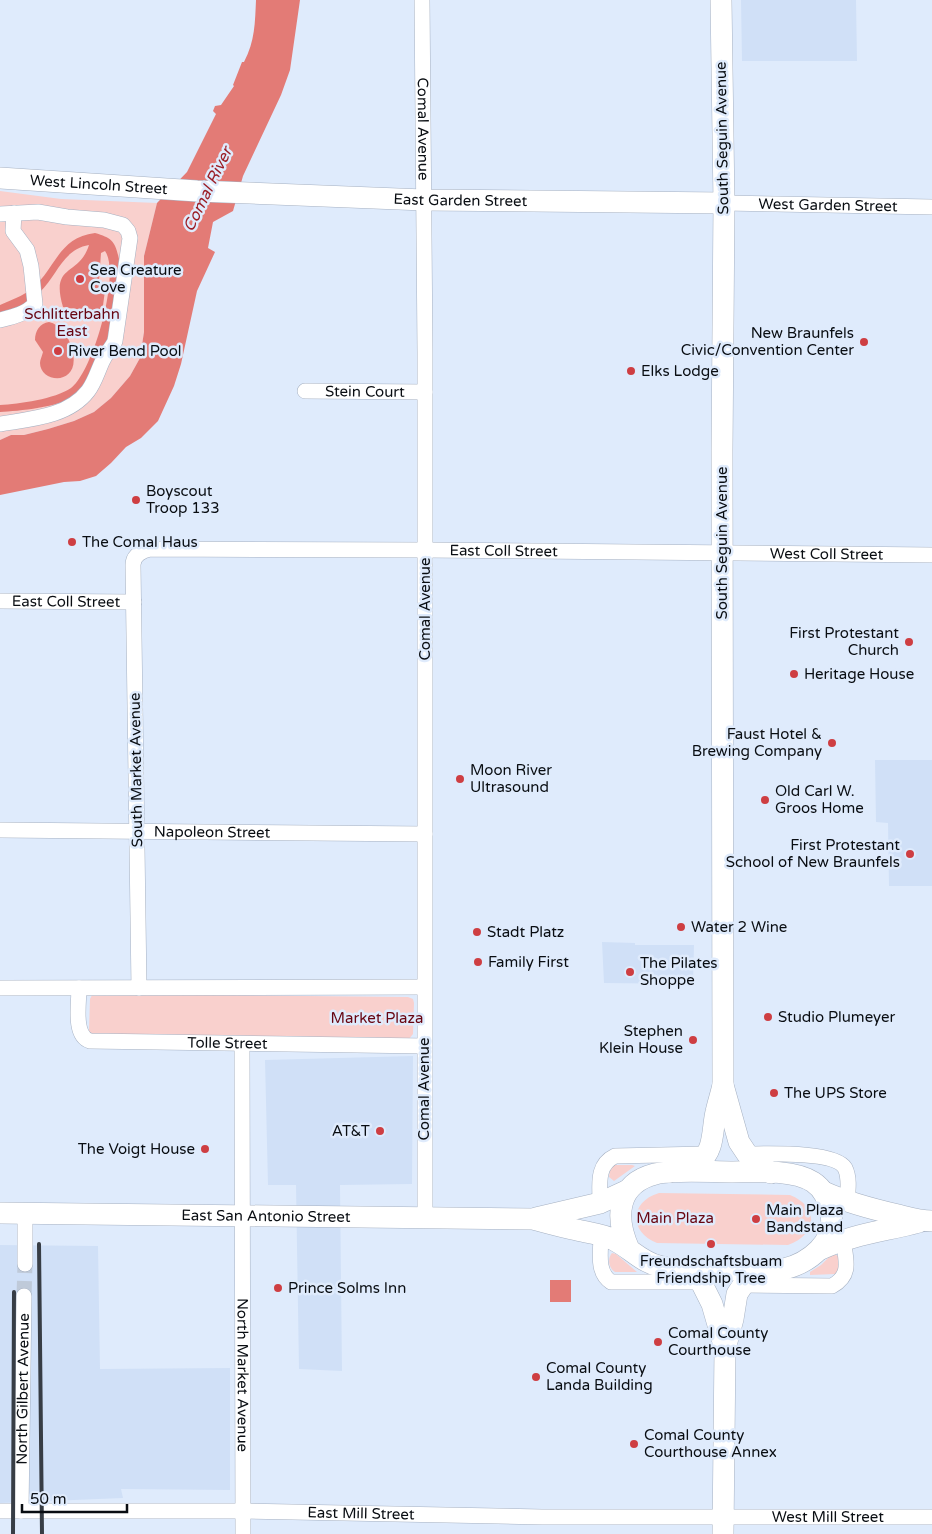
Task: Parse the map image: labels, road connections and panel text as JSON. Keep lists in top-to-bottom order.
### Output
━━━━━━━━━━━━━━━━
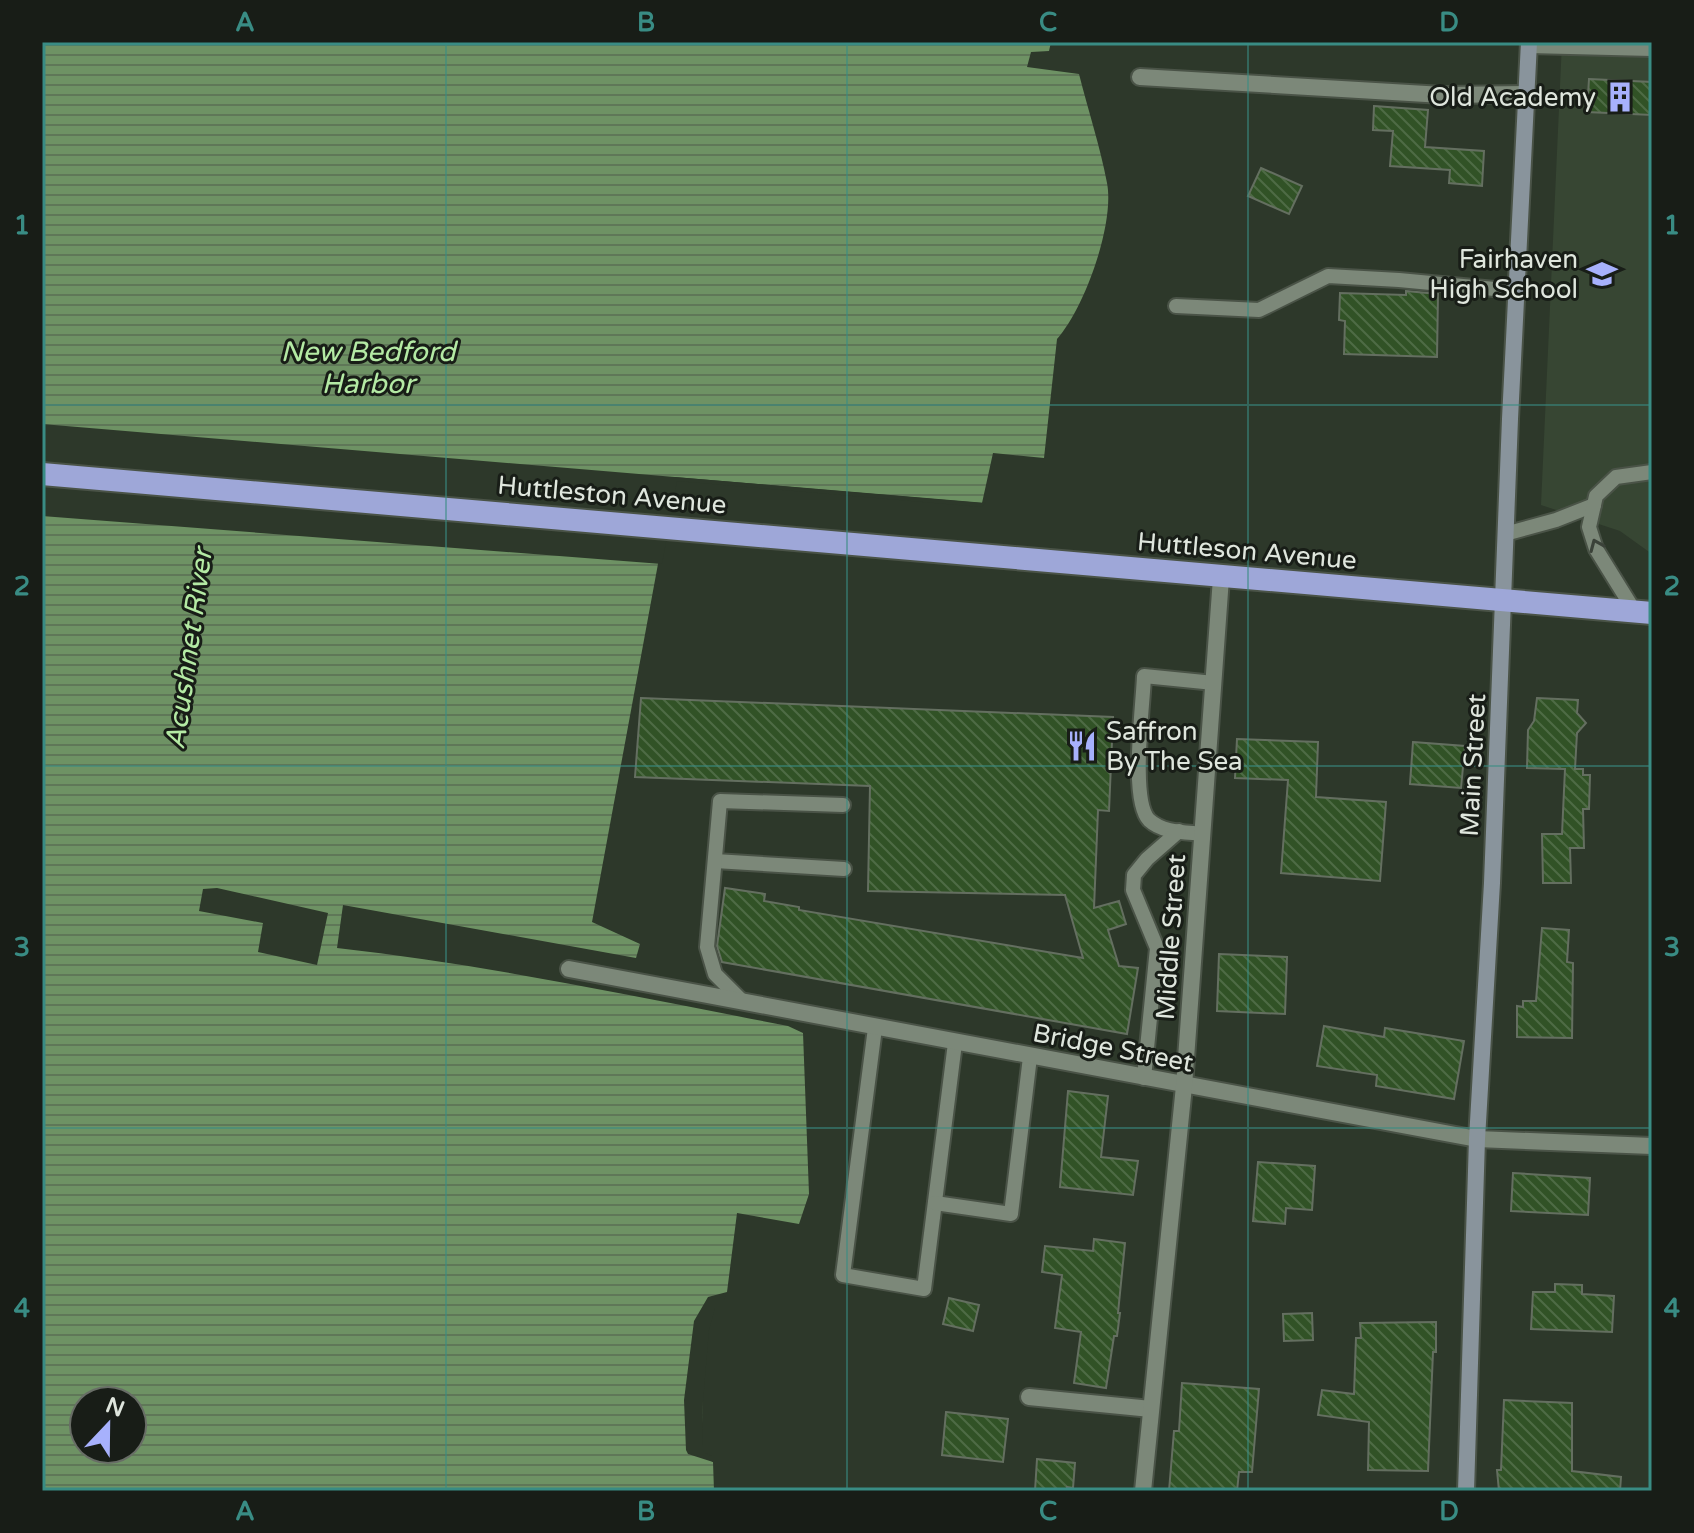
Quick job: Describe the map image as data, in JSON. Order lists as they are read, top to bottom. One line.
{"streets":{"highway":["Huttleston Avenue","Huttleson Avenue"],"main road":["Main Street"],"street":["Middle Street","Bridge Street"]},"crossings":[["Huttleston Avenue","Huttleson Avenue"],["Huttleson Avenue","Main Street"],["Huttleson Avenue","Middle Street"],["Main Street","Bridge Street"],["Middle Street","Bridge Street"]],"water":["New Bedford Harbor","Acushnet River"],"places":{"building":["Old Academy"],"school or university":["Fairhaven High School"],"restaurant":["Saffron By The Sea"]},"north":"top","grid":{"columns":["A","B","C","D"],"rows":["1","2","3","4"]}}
━━━━━━━━━━━━━━━━
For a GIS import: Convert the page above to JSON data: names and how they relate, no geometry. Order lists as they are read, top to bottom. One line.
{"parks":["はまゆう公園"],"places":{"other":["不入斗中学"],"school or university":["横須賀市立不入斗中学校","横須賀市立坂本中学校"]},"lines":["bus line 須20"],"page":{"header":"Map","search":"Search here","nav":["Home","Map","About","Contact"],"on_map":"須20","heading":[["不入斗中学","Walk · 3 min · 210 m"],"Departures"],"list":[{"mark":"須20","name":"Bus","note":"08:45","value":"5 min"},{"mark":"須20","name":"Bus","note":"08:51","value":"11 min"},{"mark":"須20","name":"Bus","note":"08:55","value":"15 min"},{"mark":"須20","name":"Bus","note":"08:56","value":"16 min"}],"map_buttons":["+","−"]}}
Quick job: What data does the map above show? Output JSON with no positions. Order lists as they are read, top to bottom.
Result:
━━━━━━━━━━━━━━━━
Provide the count of lines in the records above that hold the word "Output", with no other text.

2